--- Records supplied Enclosed Below ---

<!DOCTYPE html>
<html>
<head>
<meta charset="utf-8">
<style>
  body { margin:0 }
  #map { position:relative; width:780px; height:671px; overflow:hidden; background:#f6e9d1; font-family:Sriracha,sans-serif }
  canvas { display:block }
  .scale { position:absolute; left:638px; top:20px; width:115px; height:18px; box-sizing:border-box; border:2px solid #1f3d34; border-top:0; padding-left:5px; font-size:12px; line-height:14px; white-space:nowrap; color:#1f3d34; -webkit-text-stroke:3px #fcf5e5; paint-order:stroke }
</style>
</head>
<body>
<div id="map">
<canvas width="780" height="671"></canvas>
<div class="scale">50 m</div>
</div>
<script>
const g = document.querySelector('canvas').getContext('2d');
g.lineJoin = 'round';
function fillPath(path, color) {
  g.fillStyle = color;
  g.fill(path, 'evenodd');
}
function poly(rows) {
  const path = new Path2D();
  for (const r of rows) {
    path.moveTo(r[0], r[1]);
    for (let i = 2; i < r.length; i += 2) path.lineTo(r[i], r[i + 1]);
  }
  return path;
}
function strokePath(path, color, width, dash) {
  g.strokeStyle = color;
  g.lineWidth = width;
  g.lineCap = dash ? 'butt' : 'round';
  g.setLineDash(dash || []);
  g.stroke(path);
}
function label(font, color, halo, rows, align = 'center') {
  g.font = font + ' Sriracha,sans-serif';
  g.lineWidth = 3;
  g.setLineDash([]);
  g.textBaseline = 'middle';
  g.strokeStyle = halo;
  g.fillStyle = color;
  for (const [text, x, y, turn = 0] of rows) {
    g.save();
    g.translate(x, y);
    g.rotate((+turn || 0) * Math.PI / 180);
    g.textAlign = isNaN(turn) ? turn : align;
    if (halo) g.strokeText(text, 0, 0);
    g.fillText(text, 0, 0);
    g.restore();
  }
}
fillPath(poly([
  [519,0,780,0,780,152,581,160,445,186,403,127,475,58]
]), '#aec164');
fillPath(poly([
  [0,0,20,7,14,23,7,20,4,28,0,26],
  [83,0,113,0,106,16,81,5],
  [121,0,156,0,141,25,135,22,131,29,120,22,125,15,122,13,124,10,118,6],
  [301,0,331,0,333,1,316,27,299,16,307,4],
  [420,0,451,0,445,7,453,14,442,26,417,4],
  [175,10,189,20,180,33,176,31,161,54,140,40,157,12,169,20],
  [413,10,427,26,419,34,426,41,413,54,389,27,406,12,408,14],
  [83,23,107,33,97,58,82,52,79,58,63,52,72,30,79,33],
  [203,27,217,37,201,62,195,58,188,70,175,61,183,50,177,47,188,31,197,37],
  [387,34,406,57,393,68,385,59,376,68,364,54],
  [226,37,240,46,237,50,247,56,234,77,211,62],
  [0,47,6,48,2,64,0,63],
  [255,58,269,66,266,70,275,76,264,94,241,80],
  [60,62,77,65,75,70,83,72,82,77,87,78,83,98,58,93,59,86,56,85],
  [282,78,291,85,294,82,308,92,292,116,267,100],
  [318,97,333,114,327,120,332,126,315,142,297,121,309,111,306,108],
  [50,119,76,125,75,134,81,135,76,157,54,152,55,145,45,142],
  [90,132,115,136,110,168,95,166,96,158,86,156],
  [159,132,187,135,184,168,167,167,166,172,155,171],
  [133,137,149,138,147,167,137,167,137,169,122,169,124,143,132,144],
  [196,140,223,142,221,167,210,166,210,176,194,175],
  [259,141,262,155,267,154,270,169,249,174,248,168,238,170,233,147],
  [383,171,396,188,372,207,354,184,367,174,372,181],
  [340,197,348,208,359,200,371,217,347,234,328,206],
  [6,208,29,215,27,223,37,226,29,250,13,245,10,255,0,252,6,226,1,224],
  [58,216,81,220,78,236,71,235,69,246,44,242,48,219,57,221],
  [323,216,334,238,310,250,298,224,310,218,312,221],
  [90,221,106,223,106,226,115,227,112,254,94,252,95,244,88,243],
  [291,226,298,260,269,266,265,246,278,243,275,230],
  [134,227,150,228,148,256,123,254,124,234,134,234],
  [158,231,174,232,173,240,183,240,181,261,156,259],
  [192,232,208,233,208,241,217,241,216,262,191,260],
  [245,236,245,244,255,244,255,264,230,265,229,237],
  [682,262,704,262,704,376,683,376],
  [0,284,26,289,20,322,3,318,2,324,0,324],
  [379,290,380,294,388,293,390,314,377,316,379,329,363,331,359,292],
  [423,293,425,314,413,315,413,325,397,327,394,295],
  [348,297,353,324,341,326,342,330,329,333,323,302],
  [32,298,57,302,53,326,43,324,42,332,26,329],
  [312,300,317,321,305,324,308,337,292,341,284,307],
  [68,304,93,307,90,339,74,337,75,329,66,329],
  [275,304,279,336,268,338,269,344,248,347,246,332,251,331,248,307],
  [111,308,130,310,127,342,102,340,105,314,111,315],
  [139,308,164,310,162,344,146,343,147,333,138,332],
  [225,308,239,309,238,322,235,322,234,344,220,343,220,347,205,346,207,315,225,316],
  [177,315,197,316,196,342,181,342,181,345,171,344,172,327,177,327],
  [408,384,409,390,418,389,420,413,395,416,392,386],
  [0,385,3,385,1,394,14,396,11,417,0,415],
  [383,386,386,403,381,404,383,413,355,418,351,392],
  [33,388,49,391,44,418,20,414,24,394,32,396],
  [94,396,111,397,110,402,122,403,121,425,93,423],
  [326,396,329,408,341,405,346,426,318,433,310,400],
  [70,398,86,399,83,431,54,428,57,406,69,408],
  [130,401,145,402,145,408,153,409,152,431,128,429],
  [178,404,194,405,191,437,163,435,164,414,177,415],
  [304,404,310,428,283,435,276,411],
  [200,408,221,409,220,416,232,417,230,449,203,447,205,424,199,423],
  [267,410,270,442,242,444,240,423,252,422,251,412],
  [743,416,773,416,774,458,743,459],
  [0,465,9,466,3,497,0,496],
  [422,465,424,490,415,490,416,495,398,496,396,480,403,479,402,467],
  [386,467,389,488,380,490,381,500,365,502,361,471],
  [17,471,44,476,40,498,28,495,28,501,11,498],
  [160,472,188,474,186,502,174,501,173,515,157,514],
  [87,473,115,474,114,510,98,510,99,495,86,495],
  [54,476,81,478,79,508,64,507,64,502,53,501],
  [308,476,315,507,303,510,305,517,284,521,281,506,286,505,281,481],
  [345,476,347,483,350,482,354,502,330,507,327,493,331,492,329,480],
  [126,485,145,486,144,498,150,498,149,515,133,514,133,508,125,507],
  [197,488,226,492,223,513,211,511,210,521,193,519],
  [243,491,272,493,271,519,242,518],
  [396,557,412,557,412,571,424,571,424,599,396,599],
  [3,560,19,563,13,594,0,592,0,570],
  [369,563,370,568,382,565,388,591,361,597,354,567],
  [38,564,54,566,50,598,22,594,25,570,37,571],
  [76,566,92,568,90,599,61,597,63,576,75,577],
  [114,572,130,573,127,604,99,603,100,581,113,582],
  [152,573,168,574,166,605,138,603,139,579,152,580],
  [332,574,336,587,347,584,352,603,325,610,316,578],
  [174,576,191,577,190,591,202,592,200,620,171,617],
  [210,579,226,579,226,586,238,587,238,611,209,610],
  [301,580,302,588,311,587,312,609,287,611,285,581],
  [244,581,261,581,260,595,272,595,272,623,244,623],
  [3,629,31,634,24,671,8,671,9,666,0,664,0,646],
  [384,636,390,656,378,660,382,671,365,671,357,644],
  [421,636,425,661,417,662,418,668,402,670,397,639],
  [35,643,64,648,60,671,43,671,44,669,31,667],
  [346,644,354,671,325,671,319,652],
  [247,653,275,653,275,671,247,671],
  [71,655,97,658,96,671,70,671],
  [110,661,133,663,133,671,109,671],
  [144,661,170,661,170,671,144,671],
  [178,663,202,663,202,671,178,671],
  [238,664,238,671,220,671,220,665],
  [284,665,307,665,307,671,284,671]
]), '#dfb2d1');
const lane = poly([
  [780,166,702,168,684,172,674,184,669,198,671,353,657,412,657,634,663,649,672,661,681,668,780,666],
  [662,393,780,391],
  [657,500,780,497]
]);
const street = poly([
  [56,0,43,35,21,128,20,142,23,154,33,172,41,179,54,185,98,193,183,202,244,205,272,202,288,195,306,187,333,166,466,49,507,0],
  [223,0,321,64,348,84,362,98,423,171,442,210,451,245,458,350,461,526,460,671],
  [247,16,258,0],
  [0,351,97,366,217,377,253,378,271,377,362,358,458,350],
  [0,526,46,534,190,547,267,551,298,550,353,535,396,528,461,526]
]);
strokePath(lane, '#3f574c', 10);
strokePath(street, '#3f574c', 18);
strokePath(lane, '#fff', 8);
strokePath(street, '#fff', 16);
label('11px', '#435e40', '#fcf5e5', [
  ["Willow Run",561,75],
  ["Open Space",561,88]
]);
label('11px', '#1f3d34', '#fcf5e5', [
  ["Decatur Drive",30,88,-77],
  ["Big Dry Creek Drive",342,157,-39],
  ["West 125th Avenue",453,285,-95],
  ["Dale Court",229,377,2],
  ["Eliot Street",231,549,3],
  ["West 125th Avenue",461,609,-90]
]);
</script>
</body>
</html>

--- End of Enclosed Records supplied ---
--- Records supplied Enclosed Below ---

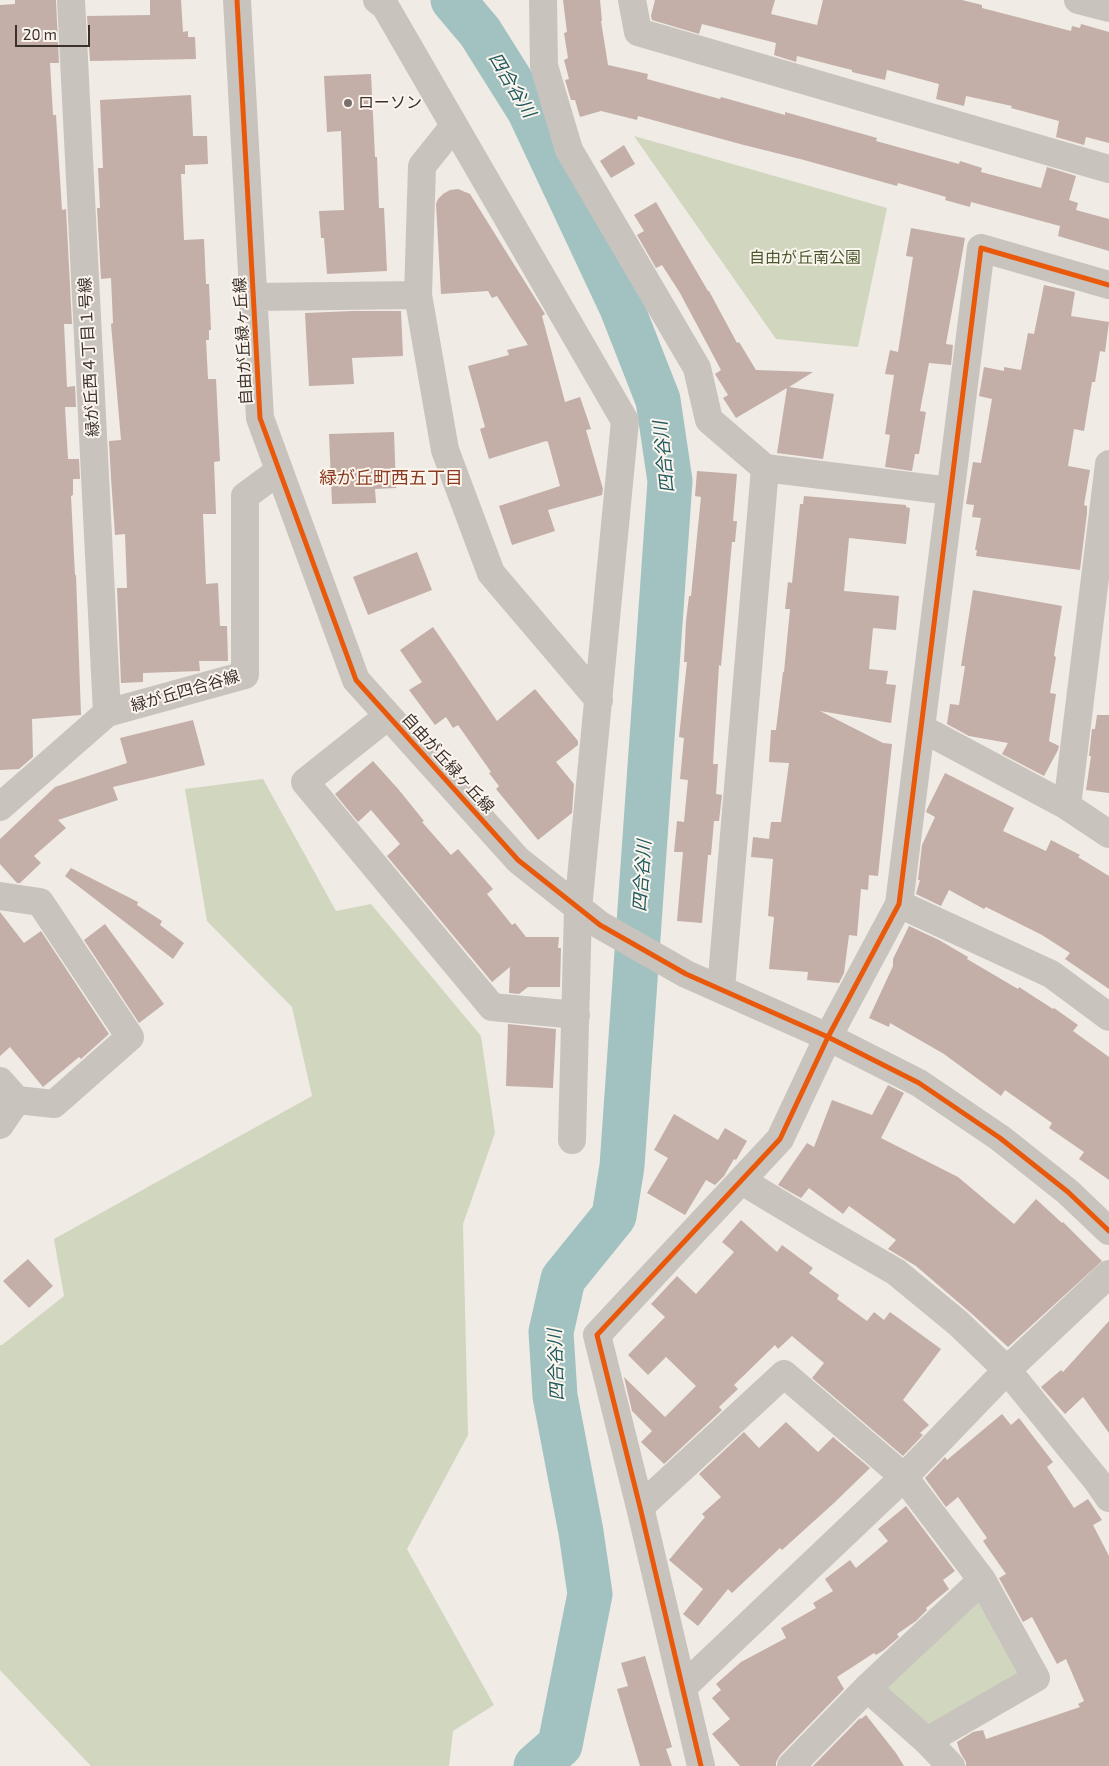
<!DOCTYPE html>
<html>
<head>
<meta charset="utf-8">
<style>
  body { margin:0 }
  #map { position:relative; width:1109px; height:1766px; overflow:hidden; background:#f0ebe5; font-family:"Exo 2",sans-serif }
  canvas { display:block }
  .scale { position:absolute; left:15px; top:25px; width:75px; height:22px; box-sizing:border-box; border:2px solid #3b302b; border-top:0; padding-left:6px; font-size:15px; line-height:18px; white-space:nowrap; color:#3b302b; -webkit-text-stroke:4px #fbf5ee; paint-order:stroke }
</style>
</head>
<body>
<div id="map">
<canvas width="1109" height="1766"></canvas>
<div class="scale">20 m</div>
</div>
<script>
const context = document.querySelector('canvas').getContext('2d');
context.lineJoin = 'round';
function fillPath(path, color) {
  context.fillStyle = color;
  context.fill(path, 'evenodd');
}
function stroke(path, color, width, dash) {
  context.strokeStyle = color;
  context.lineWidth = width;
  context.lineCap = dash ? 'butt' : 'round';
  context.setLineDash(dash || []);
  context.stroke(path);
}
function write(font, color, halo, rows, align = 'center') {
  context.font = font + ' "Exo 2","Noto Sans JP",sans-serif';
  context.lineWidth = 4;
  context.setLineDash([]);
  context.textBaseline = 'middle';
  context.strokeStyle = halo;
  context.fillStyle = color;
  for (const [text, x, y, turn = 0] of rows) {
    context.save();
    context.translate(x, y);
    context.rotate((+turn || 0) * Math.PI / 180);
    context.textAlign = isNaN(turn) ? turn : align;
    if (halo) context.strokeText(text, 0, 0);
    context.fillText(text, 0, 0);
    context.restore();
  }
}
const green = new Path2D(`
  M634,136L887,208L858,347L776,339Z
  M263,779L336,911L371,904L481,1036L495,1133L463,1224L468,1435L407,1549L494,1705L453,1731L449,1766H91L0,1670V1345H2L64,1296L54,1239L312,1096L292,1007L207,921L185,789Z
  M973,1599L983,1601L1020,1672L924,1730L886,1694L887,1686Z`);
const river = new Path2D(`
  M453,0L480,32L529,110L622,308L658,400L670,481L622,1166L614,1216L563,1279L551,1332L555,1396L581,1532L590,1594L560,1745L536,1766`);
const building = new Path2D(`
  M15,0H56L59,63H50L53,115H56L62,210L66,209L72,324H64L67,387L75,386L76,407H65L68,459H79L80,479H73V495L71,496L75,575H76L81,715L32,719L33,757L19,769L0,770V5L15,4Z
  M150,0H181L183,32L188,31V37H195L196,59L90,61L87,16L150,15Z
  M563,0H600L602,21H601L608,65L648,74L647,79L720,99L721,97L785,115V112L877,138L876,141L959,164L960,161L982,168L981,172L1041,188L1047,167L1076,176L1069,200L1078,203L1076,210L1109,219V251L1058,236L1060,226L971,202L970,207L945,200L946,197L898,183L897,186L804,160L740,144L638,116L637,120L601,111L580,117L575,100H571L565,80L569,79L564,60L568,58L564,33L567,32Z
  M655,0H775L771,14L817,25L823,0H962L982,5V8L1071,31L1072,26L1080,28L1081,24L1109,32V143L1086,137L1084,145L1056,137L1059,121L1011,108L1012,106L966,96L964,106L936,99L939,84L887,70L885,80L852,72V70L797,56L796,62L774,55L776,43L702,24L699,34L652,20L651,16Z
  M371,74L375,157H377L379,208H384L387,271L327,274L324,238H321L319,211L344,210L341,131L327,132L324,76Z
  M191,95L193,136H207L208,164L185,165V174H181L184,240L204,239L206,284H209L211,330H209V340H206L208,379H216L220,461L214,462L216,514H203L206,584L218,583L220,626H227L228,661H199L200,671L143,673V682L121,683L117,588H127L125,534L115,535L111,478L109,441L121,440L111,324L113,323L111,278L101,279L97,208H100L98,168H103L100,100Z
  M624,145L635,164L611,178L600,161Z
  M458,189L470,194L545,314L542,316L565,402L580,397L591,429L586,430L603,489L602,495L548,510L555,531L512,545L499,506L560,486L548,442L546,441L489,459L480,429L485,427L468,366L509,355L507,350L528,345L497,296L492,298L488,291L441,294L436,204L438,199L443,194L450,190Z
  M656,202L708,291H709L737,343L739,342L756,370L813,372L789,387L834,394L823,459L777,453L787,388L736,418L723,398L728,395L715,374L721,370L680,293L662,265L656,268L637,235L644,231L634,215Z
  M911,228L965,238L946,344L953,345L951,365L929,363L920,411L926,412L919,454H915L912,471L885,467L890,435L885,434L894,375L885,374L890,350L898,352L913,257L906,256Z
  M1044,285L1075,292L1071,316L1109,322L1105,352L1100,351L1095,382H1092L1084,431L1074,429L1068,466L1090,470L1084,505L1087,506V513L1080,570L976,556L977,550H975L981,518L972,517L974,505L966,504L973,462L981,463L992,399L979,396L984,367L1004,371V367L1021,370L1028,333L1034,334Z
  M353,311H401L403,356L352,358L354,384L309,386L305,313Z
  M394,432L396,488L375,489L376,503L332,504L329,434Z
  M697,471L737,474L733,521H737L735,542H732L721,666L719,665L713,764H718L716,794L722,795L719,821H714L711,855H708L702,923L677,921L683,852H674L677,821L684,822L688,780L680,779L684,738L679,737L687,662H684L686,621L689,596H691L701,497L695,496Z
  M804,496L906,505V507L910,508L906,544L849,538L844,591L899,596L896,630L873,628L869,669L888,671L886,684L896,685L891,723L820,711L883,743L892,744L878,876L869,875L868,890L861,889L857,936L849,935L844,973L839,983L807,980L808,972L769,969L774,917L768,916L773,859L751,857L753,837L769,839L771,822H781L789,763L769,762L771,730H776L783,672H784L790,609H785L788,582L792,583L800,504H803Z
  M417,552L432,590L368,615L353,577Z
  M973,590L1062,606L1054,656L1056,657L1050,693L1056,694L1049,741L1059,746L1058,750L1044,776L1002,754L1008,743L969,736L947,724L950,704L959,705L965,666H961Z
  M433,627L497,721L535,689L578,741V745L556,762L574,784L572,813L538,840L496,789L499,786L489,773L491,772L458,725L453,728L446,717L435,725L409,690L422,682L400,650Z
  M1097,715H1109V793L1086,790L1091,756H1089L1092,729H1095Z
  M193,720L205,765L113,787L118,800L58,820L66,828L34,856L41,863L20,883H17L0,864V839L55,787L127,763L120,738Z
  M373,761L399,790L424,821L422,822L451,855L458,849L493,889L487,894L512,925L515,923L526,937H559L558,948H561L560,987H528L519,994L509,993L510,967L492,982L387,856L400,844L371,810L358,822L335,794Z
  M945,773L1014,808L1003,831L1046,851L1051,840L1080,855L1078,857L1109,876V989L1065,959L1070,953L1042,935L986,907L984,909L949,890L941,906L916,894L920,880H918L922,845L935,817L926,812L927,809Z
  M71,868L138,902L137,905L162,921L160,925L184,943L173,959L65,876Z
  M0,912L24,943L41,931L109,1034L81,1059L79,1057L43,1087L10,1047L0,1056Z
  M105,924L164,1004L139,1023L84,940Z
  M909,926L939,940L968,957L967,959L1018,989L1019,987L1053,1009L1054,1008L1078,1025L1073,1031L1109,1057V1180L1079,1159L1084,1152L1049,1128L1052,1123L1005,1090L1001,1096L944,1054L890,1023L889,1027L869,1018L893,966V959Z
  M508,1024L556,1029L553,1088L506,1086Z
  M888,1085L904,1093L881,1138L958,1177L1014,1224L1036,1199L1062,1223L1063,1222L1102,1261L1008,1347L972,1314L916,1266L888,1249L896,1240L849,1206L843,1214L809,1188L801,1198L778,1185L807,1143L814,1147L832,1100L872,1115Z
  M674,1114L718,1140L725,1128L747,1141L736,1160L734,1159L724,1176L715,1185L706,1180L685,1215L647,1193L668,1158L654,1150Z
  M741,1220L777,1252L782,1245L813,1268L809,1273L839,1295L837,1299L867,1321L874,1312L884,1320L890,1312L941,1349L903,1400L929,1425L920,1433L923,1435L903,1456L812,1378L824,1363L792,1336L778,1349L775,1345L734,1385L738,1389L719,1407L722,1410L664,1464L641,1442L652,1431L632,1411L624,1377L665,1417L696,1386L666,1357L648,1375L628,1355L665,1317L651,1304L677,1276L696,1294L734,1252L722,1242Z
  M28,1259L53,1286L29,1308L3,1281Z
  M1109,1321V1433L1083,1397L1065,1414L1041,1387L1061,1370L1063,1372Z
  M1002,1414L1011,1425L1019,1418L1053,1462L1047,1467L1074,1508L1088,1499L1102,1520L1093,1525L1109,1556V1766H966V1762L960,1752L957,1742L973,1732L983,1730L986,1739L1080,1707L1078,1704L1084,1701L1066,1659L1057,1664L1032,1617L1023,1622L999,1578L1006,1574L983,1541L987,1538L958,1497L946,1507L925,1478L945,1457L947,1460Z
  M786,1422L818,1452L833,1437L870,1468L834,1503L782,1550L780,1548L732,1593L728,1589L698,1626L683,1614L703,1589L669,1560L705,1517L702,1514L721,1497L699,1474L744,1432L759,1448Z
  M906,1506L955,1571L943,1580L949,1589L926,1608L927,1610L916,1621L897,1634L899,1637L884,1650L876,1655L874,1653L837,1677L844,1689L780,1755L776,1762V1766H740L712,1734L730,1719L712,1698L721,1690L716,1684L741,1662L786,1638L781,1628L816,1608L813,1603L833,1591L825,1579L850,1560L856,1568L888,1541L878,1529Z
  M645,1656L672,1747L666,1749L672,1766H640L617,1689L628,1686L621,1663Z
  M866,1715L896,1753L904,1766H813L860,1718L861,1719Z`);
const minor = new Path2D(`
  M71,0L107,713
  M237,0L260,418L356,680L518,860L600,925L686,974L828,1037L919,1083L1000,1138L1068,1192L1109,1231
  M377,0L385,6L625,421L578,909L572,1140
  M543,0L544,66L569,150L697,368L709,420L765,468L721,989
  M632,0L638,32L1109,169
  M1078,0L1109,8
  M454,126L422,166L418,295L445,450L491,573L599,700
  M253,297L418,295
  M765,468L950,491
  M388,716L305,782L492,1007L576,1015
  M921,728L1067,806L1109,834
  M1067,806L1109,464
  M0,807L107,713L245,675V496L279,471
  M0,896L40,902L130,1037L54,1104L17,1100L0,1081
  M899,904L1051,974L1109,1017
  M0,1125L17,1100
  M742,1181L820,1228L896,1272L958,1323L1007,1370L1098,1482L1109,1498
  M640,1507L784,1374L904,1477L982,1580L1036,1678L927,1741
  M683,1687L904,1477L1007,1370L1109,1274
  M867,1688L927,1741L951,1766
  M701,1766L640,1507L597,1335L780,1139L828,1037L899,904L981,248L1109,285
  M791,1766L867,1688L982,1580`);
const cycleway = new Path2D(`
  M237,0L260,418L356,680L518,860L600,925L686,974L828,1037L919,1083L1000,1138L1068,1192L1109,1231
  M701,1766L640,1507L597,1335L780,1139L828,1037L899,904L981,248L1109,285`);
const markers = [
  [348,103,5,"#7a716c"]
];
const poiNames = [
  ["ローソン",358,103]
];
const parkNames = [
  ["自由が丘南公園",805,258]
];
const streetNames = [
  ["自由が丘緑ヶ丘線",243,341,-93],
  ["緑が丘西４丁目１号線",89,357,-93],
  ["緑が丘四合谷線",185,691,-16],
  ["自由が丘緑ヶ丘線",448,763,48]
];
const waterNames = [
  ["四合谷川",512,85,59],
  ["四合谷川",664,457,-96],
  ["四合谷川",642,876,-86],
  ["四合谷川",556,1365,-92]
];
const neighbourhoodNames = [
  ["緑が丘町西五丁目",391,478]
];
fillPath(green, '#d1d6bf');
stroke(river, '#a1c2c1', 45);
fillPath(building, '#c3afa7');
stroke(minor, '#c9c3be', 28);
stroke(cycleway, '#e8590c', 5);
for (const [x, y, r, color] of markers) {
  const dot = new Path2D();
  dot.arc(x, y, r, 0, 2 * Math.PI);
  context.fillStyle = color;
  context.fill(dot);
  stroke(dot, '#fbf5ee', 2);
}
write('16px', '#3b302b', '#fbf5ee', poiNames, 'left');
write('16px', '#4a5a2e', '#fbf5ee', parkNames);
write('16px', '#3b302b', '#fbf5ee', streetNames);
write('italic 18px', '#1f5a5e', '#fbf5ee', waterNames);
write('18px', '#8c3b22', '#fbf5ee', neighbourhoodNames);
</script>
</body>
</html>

--- End of Enclosed Records supplied ---

__Exercise brief__: Throughout the data above, copy all lines where the word "butt" is found.

__Expected answer__:
  g.lineCap = dash ? 'butt' : 'round';
  context.lineCap = dash ? 'butt' : 'round';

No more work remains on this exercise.